• About this exercise:
From the first line to the last, repeat the data below exactly.

[Stored data]
= Beginning of Section =

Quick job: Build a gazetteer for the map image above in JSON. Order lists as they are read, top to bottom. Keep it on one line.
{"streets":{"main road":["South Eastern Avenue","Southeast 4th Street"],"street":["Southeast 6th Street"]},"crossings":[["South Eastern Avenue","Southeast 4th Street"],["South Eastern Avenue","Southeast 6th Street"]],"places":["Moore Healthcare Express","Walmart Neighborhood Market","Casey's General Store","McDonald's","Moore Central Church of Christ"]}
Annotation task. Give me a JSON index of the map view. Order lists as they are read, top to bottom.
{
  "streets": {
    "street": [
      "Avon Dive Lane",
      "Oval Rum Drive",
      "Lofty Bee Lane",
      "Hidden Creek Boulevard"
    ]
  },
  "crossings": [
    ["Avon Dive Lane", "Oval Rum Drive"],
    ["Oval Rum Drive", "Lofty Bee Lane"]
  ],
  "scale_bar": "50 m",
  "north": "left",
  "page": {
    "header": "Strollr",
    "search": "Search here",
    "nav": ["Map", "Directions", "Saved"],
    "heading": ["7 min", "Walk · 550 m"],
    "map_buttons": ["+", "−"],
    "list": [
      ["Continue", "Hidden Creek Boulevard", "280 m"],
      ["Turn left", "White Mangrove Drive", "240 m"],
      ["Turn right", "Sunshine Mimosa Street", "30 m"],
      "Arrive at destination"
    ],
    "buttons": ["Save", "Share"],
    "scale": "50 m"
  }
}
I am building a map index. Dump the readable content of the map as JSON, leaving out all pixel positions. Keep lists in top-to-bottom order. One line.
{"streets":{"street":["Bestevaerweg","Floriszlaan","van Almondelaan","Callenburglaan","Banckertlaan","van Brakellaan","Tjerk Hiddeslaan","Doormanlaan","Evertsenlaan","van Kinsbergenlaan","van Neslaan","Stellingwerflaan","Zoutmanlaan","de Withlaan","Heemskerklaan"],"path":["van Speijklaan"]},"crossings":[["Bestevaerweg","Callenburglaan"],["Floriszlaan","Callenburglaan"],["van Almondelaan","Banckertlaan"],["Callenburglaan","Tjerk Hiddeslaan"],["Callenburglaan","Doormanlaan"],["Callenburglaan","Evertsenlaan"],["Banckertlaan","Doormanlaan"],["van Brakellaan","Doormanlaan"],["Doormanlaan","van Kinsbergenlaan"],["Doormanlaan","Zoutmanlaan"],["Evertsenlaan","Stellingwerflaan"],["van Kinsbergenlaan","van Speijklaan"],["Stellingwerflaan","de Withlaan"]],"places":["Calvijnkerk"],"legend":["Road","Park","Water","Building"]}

= End of Section =

• Completed exercise:
Quick job: Build a gazetteer for the map image above in JSON. Order lists as they are read, top to bottom. Keep it on one line.
{"streets":{"main road":["South Eastern Avenue","Southeast 4th Street"],"street":["Southeast 6th Street"]},"crossings":[["South Eastern Avenue","Southeast 4th Street"],["South Eastern Avenue","Southeast 6th Street"]],"places":["Moore Healthcare Express","Walmart Neighborhood Market","Casey's General Store","McDonald's","Moore Central Church of Christ"]}
Annotation task. Give me a JSON index of the map view. Order lists as they are read, top to bottom.
{
  "streets": {
    "street": [
      "Avon Dive Lane",
      "Oval Rum Drive",
      "Lofty Bee Lane",
      "Hidden Creek Boulevard"
    ]
  },
  "crossings": [
    ["Avon Dive Lane", "Oval Rum Drive"],
    ["Oval Rum Drive", "Lofty Bee Lane"]
  ],
  "scale_bar": "50 m",
  "north": "left",
  "page": {
    "header": "Strollr",
    "search": "Search here",
    "nav": ["Map", "Directions", "Saved"],
    "heading": ["7 min", "Walk · 550 m"],
    "map_buttons": ["+", "−"],
    "list": [
      ["Continue", "Hidden Creek Boulevard", "280 m"],
      ["Turn left", "White Mangrove Drive", "240 m"],
      ["Turn right", "Sunshine Mimosa Street", "30 m"],
      "Arrive at destination"
    ],
    "buttons": ["Save", "Share"],
    "scale": "50 m"
  }
}
I am building a map index. Dump the readable content of the map as JSON, leaving out all pixel positions. Keep lists in top-to-bottom order. One line.
{"streets":{"street":["Bestevaerweg","Floriszlaan","van Almondelaan","Callenburglaan","Banckertlaan","van Brakellaan","Tjerk Hiddeslaan","Doormanlaan","Evertsenlaan","van Kinsbergenlaan","van Neslaan","Stellingwerflaan","Zoutmanlaan","de Withlaan","Heemskerklaan"],"path":["van Speijklaan"]},"crossings":[["Bestevaerweg","Callenburglaan"],["Floriszlaan","Callenburglaan"],["van Almondelaan","Banckertlaan"],["Callenburglaan","Tjerk Hiddeslaan"],["Callenburglaan","Doormanlaan"],["Callenburglaan","Evertsenlaan"],["Banckertlaan","Doormanlaan"],["van Brakellaan","Doormanlaan"],["Doormanlaan","van Kinsbergenlaan"],["Doormanlaan","Zoutmanlaan"],["Evertsenlaan","Stellingwerflaan"],["van Kinsbergenlaan","van Speijklaan"],["Stellingwerflaan","de Withlaan"]],"places":["Calvijnkerk"],"legend":["Road","Park","Water","Building"]}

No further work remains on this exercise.